Collectively, these findings suggest that changes in bile acid composition play a crucial role beyond digestion, particularly in immune regulation within the gut-liver axis. Given that Li et al. proposed a potential link between GOLM1 and inflammation as well as bile acid metabolism, it is necessary to consider the impact of GOLM1 on gut microbiota and immune responses through its regulation of bile acid synthesis and composition. To address this, further studies are required to analyze gut microbiota composition and immune cell activation in GOLM1-deficient mice.

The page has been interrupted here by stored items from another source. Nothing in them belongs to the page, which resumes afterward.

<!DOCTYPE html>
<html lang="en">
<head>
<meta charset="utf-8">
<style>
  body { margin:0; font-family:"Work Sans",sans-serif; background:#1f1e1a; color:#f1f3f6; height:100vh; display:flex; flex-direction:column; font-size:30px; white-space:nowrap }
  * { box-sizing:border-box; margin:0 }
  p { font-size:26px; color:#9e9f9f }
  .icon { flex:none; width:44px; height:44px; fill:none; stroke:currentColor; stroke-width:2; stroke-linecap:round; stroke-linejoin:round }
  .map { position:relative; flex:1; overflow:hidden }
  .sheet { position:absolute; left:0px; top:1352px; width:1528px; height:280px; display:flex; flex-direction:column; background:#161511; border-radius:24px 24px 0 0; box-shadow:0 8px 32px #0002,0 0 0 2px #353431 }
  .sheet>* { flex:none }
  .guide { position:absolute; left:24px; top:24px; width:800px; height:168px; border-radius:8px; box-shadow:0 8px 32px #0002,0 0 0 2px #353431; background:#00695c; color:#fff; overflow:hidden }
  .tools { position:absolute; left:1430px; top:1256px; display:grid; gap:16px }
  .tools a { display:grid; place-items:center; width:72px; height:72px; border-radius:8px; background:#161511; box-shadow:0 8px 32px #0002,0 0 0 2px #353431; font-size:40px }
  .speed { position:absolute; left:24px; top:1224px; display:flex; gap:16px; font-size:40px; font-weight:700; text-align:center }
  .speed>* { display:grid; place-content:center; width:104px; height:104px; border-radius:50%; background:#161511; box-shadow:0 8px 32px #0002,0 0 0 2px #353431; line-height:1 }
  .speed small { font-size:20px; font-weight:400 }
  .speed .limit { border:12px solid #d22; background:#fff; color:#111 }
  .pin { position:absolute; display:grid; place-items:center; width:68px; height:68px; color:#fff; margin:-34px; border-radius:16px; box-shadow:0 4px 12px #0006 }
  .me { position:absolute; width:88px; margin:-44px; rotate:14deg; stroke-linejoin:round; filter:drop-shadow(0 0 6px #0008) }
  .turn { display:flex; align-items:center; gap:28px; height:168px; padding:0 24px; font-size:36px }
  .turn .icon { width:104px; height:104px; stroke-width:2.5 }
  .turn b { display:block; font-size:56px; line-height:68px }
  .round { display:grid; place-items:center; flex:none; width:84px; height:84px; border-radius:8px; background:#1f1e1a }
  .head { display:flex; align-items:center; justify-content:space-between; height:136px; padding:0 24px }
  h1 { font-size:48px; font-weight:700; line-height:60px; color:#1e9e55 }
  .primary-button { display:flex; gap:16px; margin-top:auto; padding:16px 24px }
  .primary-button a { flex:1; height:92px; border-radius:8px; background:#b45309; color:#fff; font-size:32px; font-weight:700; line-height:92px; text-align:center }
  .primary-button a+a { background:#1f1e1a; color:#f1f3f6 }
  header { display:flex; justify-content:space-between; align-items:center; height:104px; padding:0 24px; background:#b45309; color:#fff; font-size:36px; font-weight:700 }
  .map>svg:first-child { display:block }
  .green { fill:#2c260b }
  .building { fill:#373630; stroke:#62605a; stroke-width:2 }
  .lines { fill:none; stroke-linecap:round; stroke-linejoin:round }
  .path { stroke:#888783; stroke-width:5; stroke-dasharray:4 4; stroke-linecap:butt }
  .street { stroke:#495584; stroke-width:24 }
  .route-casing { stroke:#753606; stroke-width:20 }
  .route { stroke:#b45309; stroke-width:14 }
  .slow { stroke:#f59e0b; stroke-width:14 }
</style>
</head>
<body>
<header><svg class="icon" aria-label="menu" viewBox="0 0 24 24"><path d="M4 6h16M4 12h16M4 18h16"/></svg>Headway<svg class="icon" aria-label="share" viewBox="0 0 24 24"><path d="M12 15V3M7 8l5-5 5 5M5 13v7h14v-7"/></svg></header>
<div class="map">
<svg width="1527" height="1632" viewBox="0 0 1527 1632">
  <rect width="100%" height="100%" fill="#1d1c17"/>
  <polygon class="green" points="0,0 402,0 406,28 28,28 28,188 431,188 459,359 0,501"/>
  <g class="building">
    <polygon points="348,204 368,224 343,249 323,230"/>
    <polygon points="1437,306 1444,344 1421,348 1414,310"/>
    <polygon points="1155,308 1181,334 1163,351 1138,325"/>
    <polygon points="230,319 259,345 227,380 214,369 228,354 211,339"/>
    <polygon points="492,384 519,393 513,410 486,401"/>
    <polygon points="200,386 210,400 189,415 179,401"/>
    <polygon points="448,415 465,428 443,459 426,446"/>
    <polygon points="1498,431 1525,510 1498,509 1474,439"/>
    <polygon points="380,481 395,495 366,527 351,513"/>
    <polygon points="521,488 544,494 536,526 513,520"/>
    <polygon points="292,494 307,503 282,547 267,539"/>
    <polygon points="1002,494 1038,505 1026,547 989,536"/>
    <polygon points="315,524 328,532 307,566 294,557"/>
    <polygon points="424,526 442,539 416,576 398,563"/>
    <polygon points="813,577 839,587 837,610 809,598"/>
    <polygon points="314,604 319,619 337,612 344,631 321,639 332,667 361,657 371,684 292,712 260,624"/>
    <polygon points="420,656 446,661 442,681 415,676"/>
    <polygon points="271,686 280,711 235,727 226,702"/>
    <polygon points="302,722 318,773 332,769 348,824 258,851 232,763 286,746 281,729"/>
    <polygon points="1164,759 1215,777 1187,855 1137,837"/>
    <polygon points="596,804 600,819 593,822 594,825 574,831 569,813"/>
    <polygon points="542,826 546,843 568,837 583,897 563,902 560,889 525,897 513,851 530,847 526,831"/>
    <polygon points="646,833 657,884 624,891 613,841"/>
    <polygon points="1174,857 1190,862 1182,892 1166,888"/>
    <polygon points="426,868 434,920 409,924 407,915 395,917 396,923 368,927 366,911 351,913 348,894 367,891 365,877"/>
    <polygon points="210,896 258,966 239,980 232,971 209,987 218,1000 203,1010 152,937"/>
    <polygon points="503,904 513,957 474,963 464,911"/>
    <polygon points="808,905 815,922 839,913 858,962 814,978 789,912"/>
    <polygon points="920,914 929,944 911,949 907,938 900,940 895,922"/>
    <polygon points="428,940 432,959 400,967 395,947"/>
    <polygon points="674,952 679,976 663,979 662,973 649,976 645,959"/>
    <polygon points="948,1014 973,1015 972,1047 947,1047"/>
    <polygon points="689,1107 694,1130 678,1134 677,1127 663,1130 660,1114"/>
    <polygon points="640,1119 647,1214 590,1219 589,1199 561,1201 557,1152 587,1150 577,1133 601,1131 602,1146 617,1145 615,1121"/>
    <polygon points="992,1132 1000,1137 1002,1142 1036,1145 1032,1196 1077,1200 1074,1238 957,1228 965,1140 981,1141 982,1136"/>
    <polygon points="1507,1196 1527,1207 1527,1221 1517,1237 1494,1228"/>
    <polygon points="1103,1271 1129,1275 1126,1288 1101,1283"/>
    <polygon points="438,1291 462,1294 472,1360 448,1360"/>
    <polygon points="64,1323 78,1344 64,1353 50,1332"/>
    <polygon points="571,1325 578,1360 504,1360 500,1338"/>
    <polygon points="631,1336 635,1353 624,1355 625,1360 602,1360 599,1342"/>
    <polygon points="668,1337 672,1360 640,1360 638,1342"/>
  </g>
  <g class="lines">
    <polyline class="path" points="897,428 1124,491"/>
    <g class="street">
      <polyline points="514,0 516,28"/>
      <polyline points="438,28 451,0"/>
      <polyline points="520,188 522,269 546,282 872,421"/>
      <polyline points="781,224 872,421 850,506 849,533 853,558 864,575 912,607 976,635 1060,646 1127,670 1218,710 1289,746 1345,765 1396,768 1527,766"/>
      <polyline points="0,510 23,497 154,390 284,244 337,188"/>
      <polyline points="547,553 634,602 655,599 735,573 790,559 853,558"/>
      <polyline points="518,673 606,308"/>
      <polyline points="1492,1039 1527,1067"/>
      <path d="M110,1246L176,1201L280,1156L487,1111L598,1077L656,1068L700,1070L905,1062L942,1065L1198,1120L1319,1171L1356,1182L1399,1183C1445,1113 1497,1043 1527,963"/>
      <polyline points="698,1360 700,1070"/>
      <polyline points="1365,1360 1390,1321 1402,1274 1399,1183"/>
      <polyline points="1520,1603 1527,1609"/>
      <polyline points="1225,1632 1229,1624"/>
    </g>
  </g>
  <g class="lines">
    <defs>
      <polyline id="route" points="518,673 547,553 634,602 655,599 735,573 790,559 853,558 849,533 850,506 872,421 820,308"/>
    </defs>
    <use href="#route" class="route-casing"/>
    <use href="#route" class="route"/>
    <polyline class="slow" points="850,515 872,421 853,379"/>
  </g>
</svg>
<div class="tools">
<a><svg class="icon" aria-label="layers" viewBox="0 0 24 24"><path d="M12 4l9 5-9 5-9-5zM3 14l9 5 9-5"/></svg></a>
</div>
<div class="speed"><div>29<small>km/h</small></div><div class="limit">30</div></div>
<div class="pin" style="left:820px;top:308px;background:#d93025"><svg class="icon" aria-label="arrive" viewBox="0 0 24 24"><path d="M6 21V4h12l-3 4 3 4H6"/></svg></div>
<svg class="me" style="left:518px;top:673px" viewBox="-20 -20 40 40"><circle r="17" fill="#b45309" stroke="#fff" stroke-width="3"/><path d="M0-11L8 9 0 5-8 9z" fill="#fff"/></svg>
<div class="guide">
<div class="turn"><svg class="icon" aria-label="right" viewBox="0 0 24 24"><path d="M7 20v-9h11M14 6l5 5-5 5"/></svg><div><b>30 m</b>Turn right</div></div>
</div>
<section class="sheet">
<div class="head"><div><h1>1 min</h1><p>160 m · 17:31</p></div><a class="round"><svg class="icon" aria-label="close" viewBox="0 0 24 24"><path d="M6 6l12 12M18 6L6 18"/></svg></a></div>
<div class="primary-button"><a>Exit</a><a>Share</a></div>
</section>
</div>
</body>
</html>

Lastly, both our editorial and Li et al.’s Correspondence discussed the potential synergistic effects of GOLM1 inhibition and FXR agonists in regulating cholesterol and bile acid metabolism as a therapeutic strategy. We believe that this approach may serve as a promising strategy for treating gallstone formation and metabolic liver diseases. FXR agonists reduce bile acid synthesis by inhibiting CYP7A1, while GOLM1 modulates cholesterol excretion via ABCG5/ABCG8. Thus, a combination therapy involving GOLM1 inhibition and FXR activation could exert synergistic effects on cholesterol excretion and bile acid homeostasis.

Additionally, considering recent reports that Resmetirom may promote gallstone formation, further investigation into the role of GOLM1 in cholesterol and bile acid metabolism is warranted. Resmetirom, a THR-β agonist, has been approved for noncirrhotic NASH (fibrosis stages F2–F3); however, it has been reported to increase the risk of gallstone formation [11].

Given the impact of cholesterol excretion and bile acid synthesis regulation on gallstone formation, a more precise characterization of GOLM1’s function is essential. Building upon the findings of this study, future research should explore the potential of targeting GOLM1 as a novel therapeutic strategy to prevent gallstone formation in patients with MASH (Metabolic dysfunction-Associated SteatoHepatitis).

The study by Li et al. provides critical insights into the role of GOLM1 in cholesterol metabolism and bile acid regulation in cholesterol gallstone (CGS) formation. Expanding on these findings, we have examined the potential role of GOLM1 in regulating alternative bile acid synthesis pathways via CYP27A1 and CYP7B1, as well as its involvement in gut microbiota–immune interactions.

Current research suggests that GOLM1 deficiency may alter bile acid composition, impacting gut microbiota and immune responses, which could play a significant role in metabolic interactions and immune regulation within the gut-liver axis. Moving forward, further studies are needed to elucidate the effects of GOLM1 on gut microbiota and immune cell activity, ultimately paving the way for novel therapeutic approaches to prevent MASH and gallstone formation.